THE DATA: Begin

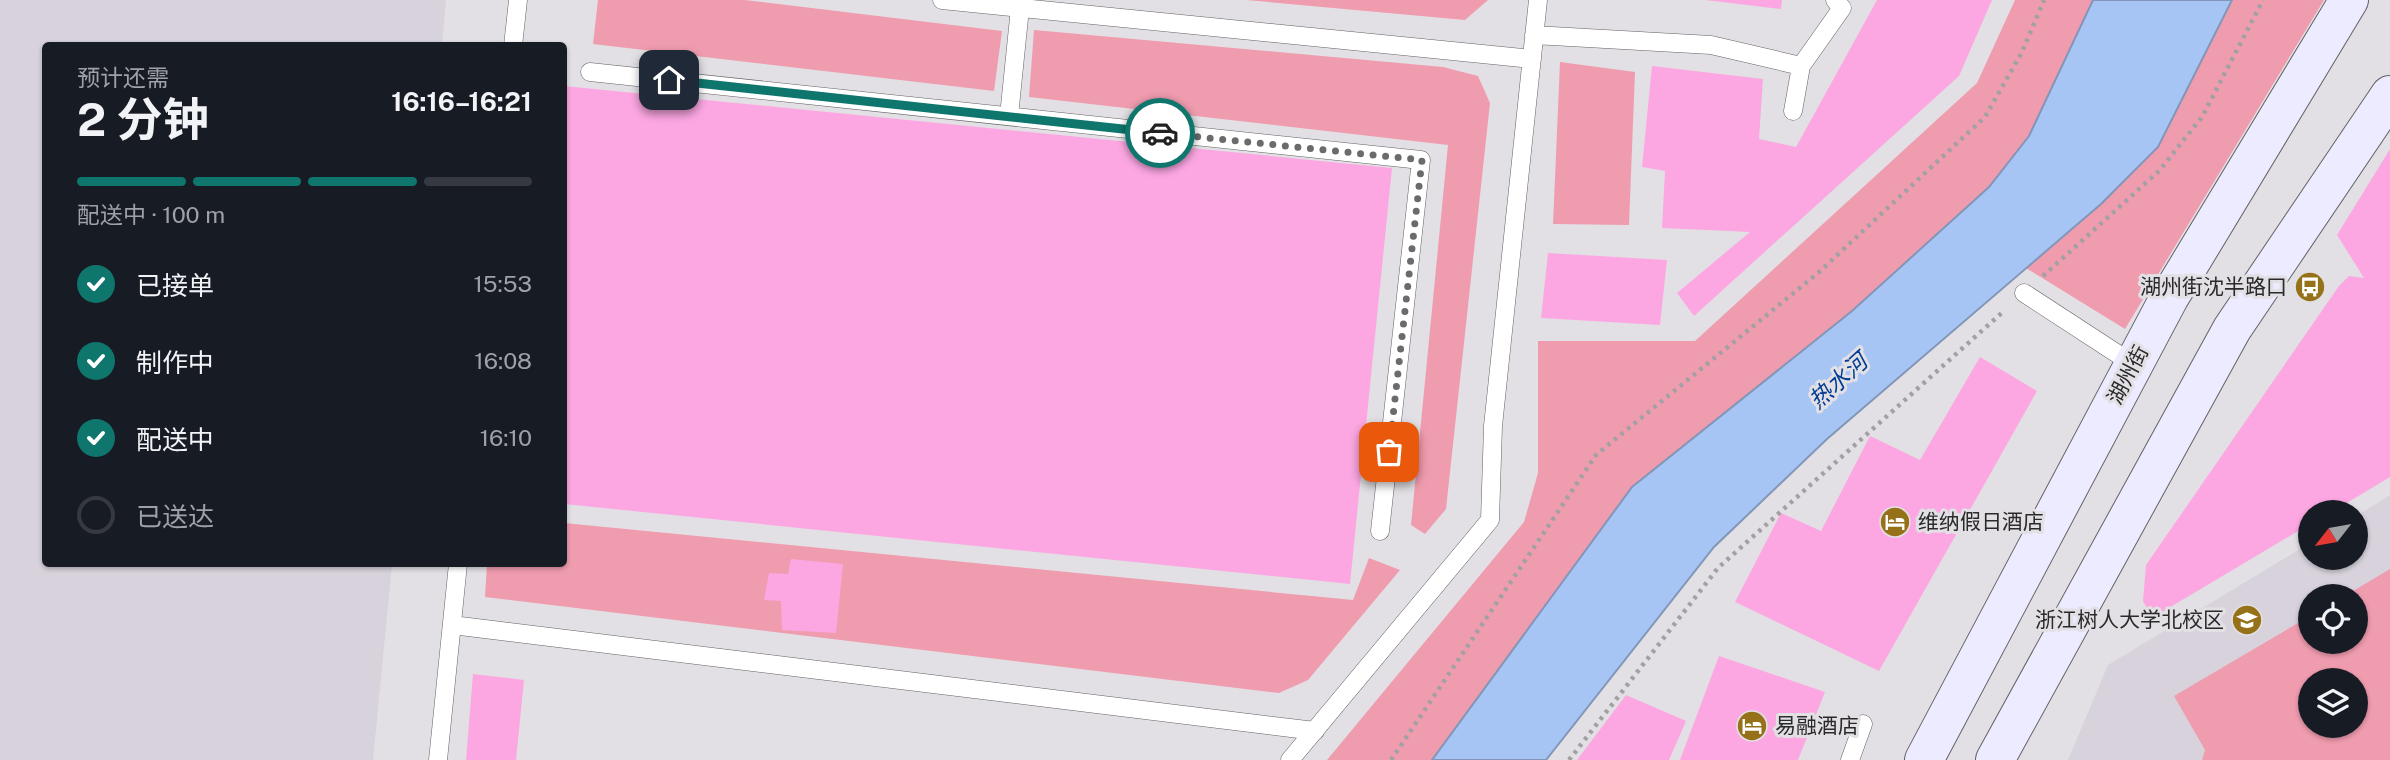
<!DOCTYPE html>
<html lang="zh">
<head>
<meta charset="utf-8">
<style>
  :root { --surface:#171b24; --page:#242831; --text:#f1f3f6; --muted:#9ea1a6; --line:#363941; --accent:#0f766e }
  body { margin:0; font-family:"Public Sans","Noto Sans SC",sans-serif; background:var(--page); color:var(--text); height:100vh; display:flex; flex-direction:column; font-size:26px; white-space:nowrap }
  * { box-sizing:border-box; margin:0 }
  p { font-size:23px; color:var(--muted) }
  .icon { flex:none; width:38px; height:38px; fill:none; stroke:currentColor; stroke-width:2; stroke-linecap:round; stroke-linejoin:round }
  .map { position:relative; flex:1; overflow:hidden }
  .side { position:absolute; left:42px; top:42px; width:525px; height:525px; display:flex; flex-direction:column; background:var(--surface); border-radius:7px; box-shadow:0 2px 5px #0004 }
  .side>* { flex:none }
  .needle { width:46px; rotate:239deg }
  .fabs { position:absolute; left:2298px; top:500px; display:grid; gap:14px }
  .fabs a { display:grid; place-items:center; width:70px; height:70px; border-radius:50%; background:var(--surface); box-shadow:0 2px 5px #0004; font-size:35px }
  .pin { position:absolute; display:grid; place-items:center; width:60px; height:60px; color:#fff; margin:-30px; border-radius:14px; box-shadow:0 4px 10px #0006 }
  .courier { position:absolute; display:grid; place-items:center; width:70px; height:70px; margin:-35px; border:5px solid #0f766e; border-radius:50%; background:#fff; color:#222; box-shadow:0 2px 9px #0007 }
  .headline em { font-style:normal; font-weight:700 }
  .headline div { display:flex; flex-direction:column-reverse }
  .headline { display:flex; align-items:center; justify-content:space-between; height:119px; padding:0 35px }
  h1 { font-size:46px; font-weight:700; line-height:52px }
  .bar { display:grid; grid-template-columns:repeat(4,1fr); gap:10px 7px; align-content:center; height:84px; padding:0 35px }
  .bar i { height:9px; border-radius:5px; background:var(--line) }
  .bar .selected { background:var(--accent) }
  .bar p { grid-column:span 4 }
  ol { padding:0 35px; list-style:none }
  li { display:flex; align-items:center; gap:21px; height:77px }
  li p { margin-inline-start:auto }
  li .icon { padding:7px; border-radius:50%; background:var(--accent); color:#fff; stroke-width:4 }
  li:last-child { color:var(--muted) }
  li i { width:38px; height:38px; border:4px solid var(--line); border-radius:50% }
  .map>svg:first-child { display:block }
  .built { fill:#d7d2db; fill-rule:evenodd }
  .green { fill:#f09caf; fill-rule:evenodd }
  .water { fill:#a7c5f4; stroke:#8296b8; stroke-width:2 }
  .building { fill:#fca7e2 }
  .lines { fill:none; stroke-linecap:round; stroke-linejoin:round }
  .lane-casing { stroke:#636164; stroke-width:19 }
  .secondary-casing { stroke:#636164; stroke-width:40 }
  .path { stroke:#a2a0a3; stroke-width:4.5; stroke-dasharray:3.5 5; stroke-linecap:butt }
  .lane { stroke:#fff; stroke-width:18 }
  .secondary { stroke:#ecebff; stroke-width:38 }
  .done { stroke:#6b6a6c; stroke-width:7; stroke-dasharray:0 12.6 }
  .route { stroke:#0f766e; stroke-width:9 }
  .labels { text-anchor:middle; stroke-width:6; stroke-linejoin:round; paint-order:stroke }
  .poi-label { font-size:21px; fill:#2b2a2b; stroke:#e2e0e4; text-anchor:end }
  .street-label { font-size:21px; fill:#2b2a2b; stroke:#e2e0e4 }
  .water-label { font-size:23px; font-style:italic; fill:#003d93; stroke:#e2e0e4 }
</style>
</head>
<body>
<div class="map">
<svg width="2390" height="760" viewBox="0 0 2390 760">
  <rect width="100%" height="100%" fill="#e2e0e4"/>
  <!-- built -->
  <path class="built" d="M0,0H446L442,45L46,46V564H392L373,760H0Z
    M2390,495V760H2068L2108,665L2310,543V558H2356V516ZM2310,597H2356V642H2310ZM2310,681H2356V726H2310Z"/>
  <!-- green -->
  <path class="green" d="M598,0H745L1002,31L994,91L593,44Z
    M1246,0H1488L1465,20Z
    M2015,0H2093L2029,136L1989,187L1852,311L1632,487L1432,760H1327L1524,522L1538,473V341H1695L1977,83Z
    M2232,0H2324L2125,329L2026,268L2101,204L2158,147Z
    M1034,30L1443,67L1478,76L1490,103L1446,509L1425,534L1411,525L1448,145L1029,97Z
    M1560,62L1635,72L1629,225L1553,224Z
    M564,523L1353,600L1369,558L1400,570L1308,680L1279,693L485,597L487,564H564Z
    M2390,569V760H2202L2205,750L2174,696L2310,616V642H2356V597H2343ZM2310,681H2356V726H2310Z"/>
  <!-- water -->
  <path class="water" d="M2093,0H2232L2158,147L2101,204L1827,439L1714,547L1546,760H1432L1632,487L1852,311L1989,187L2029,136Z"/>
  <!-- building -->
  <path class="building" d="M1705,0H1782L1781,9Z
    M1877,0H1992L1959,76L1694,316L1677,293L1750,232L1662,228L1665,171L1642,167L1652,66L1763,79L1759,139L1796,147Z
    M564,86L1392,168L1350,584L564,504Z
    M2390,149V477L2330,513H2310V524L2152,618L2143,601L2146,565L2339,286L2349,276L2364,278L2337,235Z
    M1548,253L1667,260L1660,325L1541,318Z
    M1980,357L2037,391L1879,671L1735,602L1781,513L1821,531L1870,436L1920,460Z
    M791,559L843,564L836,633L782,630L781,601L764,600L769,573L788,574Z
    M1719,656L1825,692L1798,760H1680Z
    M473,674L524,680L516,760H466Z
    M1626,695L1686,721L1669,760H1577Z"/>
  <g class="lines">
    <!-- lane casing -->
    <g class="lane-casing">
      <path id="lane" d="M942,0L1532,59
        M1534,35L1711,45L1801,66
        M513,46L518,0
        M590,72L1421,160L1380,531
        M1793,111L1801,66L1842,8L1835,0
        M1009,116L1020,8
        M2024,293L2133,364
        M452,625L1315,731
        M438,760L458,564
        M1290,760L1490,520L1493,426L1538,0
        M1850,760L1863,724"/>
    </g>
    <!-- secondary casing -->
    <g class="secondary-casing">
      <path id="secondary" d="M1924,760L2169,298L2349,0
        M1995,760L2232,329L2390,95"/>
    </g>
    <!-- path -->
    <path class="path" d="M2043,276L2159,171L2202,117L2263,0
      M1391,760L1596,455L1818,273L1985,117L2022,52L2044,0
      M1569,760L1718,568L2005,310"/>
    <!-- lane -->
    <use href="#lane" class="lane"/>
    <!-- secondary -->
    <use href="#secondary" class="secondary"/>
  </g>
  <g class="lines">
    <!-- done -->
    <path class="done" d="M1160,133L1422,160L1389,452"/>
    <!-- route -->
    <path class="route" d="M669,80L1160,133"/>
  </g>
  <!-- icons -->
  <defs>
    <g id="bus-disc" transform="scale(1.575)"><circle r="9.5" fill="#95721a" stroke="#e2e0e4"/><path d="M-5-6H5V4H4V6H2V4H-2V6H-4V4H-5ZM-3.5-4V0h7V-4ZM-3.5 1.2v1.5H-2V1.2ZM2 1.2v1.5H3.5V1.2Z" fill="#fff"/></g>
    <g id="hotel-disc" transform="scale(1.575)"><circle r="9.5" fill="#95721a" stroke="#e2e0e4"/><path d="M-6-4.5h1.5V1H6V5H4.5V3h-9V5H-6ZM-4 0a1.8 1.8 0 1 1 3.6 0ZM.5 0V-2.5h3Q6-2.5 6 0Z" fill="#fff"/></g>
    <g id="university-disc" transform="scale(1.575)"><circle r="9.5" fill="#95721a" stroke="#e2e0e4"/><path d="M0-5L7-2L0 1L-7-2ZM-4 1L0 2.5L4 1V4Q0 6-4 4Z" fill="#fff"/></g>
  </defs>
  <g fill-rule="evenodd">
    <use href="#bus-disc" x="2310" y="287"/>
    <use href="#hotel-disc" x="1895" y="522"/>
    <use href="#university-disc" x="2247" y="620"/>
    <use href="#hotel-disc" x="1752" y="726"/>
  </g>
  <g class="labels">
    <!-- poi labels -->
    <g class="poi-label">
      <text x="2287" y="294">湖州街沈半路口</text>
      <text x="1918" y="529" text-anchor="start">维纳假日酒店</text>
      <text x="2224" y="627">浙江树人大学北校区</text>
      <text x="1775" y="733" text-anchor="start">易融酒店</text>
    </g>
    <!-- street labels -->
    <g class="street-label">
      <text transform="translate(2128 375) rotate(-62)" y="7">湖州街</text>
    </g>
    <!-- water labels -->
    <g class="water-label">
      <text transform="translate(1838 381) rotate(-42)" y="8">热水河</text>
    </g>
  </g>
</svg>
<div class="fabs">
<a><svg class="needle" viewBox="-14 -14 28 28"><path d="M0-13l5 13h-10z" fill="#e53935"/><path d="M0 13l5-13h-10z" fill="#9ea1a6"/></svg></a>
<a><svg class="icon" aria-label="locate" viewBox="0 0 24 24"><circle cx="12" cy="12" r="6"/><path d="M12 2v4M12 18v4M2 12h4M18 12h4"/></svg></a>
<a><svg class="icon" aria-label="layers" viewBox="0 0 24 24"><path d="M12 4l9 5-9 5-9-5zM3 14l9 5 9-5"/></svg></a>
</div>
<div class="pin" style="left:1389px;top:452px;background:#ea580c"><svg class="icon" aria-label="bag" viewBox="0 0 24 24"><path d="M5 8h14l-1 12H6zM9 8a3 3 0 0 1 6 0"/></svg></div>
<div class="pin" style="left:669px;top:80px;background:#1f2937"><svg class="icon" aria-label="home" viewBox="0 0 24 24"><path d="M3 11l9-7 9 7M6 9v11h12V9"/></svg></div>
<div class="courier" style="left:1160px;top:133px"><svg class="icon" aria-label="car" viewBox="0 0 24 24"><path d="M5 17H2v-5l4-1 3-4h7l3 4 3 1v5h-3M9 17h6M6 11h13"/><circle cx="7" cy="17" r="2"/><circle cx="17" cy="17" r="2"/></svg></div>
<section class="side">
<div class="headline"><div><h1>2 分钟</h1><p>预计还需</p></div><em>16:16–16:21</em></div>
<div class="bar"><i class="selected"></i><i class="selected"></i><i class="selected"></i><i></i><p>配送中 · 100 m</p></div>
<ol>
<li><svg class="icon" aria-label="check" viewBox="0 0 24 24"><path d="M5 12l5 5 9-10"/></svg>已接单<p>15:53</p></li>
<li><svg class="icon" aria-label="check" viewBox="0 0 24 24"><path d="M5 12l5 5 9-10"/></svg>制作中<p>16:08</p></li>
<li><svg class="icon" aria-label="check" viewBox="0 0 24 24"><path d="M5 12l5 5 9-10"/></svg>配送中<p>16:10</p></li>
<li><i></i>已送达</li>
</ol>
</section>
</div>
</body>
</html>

THE DATA: End

Where does the string "fabs" appear in the records above? Return every line that holds it.

  .fabs { position:absolute; left:2298px; top:500px; display:grid; gap:14px }
  .fabs a { display:grid; place-items:center; width:70px; height:70px; border-radius:50%; background:var(--surface); box-shadow:0 2px 5px #0004; font-size:35px }
<div class="fabs">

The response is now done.